— Listed records —
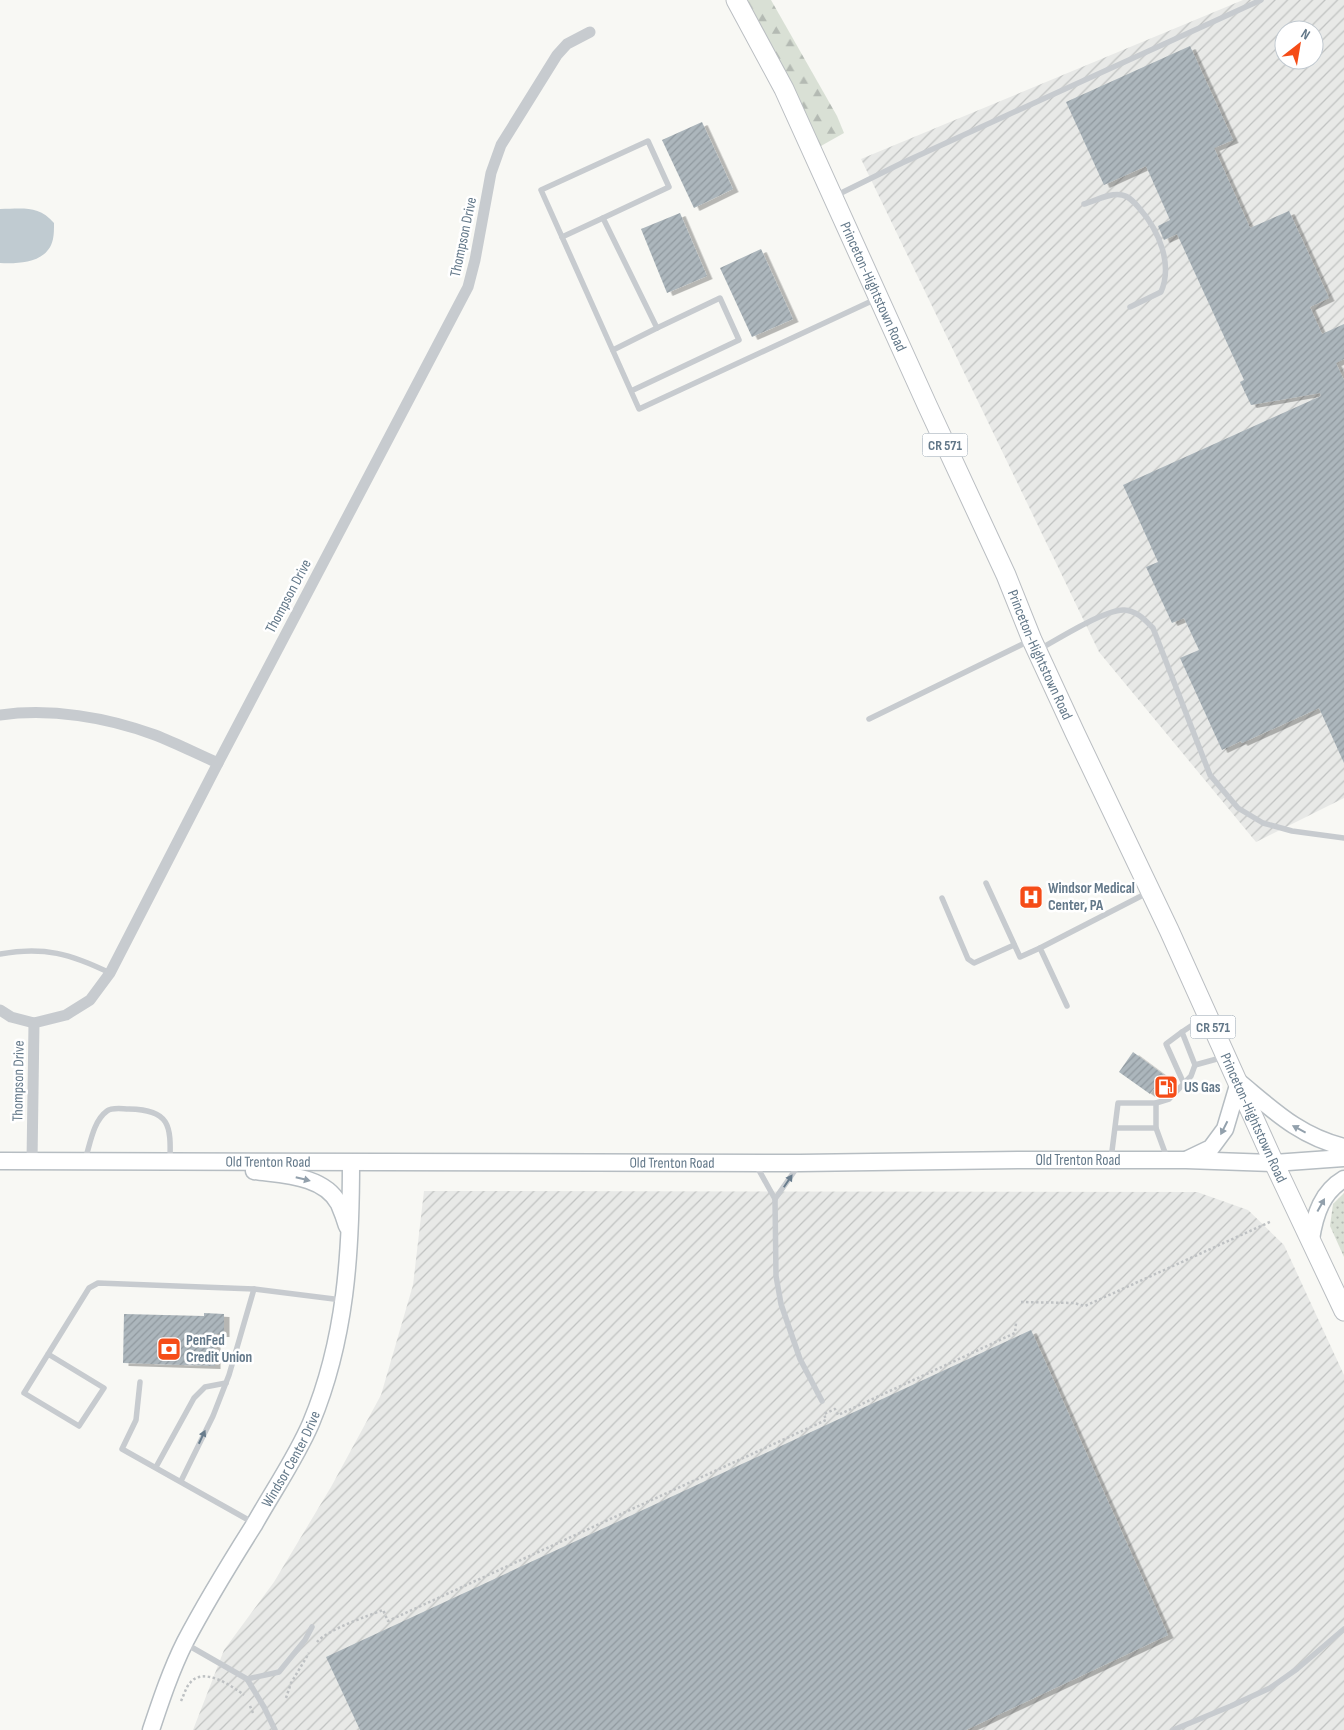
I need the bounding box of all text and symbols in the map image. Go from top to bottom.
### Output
north arrow [1274,20,1324,70]
text: N [1298,25,1313,43]
street label: Thompson Drive [446,195,481,279]
street label: Princeton-Hightstown Road [835,219,911,355]
road number: CR 571 [922,434,968,456]
street label: Thompson Drive [261,556,316,636]
street label: Princeton-Hightstown Road [1003,587,1077,723]
place label: Windsor Medical Center, PA [1048,879,1135,915]
hospital icon: Windsor Medical Center, PA [1018,884,1044,910]
road number: CR 571 [1190,1016,1236,1038]
street label: Thompson Drive [8,1040,29,1122]
street label: Princeton-Hightstown Road [1216,1050,1291,1186]
fuel station icon: US Gas [1153,1074,1179,1100]
place label: US Gas [1184,1078,1221,1097]
one-way arrow [1220,1121,1228,1135]
one-way arrow [1292,1125,1306,1133]
street label: Old Trenton Road [1035,1151,1120,1170]
street label: Old Trenton Road [225,1153,311,1172]
street label: Old Trenton Road [629,1154,715,1173]
one-way arrow [783,1174,793,1188]
one-way arrow [295,1175,310,1183]
one-way arrow [1317,1197,1325,1212]
place label: PenFed Credit Union [186,1331,252,1367]
bank icon: PenFed Credit Union [156,1336,182,1362]
street label: Windsor Center Drive [257,1408,325,1511]
one-way arrow [199,1430,207,1444]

— What to do —
In the records above, count the lines holding the word "Windsor"; give only that number.

— Answer area —
3